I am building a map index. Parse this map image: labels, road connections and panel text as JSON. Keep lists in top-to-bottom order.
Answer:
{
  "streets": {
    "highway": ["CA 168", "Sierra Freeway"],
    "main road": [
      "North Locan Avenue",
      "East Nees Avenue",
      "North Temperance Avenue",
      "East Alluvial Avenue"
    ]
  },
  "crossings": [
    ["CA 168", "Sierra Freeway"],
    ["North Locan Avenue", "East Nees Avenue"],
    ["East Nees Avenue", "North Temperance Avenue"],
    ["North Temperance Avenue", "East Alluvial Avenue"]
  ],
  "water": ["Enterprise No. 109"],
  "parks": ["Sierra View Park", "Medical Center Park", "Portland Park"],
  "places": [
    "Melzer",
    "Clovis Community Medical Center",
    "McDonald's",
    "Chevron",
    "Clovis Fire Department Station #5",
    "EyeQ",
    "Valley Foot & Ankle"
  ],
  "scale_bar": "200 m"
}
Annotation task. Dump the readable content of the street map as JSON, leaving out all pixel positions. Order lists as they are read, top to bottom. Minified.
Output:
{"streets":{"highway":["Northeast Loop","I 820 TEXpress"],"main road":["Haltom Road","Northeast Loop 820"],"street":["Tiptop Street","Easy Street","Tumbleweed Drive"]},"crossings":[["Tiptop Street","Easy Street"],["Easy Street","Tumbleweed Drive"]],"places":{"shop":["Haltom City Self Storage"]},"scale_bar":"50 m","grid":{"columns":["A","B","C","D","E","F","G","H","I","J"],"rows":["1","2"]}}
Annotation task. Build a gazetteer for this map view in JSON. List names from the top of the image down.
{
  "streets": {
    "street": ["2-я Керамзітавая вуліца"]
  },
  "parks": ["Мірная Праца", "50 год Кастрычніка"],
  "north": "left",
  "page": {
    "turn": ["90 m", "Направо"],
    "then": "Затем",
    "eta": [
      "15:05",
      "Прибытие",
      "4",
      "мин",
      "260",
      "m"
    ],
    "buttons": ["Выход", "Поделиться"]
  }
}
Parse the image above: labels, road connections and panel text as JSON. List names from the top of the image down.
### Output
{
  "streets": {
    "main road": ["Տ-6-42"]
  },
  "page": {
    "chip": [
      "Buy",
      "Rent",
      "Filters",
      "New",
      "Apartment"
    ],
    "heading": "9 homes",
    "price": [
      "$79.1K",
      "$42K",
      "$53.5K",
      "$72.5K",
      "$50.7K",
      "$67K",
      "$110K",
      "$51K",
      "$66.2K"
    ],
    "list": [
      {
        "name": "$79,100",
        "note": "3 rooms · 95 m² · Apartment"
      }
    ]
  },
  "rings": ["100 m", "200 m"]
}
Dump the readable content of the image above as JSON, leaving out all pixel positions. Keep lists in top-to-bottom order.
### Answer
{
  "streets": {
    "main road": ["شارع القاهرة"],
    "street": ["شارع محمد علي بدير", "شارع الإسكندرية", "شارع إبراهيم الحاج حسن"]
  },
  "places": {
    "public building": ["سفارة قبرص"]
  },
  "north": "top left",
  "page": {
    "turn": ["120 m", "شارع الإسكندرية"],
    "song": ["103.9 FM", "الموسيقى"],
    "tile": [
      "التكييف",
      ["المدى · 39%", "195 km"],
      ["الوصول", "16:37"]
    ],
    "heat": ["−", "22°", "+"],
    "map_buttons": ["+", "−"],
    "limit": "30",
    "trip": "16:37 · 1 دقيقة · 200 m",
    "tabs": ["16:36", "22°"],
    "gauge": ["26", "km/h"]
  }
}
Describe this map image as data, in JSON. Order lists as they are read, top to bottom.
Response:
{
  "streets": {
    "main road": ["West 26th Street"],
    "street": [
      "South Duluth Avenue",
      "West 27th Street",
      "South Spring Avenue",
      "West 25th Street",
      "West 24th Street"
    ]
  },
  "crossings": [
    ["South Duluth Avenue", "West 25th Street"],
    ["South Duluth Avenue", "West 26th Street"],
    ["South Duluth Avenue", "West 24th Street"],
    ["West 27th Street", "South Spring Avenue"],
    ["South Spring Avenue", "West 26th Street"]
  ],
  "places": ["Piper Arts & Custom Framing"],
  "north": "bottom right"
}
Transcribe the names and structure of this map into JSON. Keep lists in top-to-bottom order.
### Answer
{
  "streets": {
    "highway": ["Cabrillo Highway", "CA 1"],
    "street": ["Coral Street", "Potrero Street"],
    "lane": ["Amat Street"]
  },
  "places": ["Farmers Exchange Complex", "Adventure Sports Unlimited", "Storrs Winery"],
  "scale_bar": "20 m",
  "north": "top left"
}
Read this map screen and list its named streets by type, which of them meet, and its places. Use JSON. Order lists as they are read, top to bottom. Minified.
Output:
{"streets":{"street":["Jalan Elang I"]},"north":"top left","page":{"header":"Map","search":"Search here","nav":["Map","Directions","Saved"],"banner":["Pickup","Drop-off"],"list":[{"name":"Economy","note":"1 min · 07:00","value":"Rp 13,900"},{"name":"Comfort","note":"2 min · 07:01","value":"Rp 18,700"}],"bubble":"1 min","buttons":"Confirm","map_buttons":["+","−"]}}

* What the task requires *
Please give every entry again, precisely as it appears.

* Problem solution *
I am building a map index. Parse this map image: labels, road connections and panel text as JSON. Keep lists in top-to-bottom order.
Answer:
{
  "streets": {
    "highway": ["CA 168", "Sierra Freeway"],
    "main road": [
      "North Locan Avenue",
      "East Nees Avenue",
      "North Temperance Avenue",
      "East Alluvial Avenue"
    ]
  },
  "crossings": [
    ["CA 168", "Sierra Freeway"],
    ["North Locan Avenue", "East Nees Avenue"],
    ["East Nees Avenue", "North Temperance Avenue"],
    ["North Temperance Avenue", "East Alluvial Avenue"]
  ],
  "water": ["Enterprise No. 109"],
  "parks": ["Sierra View Park", "Medical Center Park", "Portland Park"],
  "places": [
    "Melzer",
    "Clovis Community Medical Center",
    "McDonald's",
    "Chevron",
    "Clovis Fire Department Station #5",
    "EyeQ",
    "Valley Foot & Ankle"
  ],
  "scale_bar": "200 m"
}
Annotation task. Dump the readable content of the street map as JSON, leaving out all pixel positions. Order lists as they are read, top to bottom. Minified.
Output:
{"streets":{"highway":["Northeast Loop","I 820 TEXpress"],"main road":["Haltom Road","Northeast Loop 820"],"street":["Tiptop Street","Easy Street","Tumbleweed Drive"]},"crossings":[["Tiptop Street","Easy Street"],["Easy Street","Tumbleweed Drive"]],"places":{"shop":["Haltom City Self Storage"]},"scale_bar":"50 m","grid":{"columns":["A","B","C","D","E","F","G","H","I","J"],"rows":["1","2"]}}
Annotation task. Build a gazetteer for this map view in JSON. List names from the top of the image down.
{
  "streets": {
    "street": ["2-я Керамзітавая вуліца"]
  },
  "parks": ["Мірная Праца", "50 год Кастрычніка"],
  "north": "left",
  "page": {
    "turn": ["90 m", "Направо"],
    "then": "Затем",
    "eta": [
      "15:05",
      "Прибытие",
      "4",
      "мин",
      "260",
      "m"
    ],
    "buttons": ["Выход", "Поделиться"]
  }
}
Parse the image above: labels, road connections and panel text as JSON. List names from the top of the image down.
### Output
{
  "streets": {
    "main road": ["Տ-6-42"]
  },
  "page": {
    "chip": [
      "Buy",
      "Rent",
      "Filters",
      "New",
      "Apartment"
    ],
    "heading": "9 homes",
    "price": [
      "$79.1K",
      "$42K",
      "$53.5K",
      "$72.5K",
      "$50.7K",
      "$67K",
      "$110K",
      "$51K",
      "$66.2K"
    ],
    "list": [
      {
        "name": "$79,100",
        "note": "3 rooms · 95 m² · Apartment"
      }
    ]
  },
  "rings": ["100 m", "200 m"]
}
Dump the readable content of the image above as JSON, leaving out all pixel positions. Keep lists in top-to-bottom order.
### Answer
{
  "streets": {
    "main road": ["شارع القاهرة"],
    "street": ["شارع محمد علي بدير", "شارع الإسكندرية", "شارع إبراهيم الحاج حسن"]
  },
  "places": {
    "public building": ["سفارة قبرص"]
  },
  "north": "top left",
  "page": {
    "turn": ["120 m", "شارع الإسكندرية"],
    "song": ["103.9 FM", "الموسيقى"],
    "tile": [
      "التكييف",
      ["المدى · 39%", "195 km"],
      ["الوصول", "16:37"]
    ],
    "heat": ["−", "22°", "+"],
    "map_buttons": ["+", "−"],
    "limit": "30",
    "trip": "16:37 · 1 دقيقة · 200 m",
    "tabs": ["16:36", "22°"],
    "gauge": ["26", "km/h"]
  }
}
Describe this map image as data, in JSON. Order lists as they are read, top to bottom.
Response:
{
  "streets": {
    "main road": ["West 26th Street"],
    "street": [
      "South Duluth Avenue",
      "West 27th Street",
      "South Spring Avenue",
      "West 25th Street",
      "West 24th Street"
    ]
  },
  "crossings": [
    ["South Duluth Avenue", "West 25th Street"],
    ["South Duluth Avenue", "West 26th Street"],
    ["South Duluth Avenue", "West 24th Street"],
    ["West 27th Street", "South Spring Avenue"],
    ["South Spring Avenue", "West 26th Street"]
  ],
  "places": ["Piper Arts & Custom Framing"],
  "north": "bottom right"
}
Transcribe the names and structure of this map into JSON. Keep lists in top-to-bottom order.
### Answer
{
  "streets": {
    "highway": ["Cabrillo Highway", "CA 1"],
    "street": ["Coral Street", "Potrero Street"],
    "lane": ["Amat Street"]
  },
  "places": ["Farmers Exchange Complex", "Adventure Sports Unlimited", "Storrs Winery"],
  "scale_bar": "20 m",
  "north": "top left"
}
Read this map screen and list its named streets by type, which of them meet, and its places. Use JSON. Order lists as they are read, top to bottom. Minified.
Output:
{"streets":{"street":["Jalan Elang I"]},"north":"top left","page":{"header":"Map","search":"Search here","nav":["Map","Directions","Saved"],"banner":["Pickup","Drop-off"],"list":[{"name":"Economy","note":"1 min · 07:00","value":"Rp 13,900"},{"name":"Comfort","note":"2 min · 07:01","value":"Rp 18,700"}],"bubble":"1 min","buttons":"Confirm","map_buttons":["+","−"]}}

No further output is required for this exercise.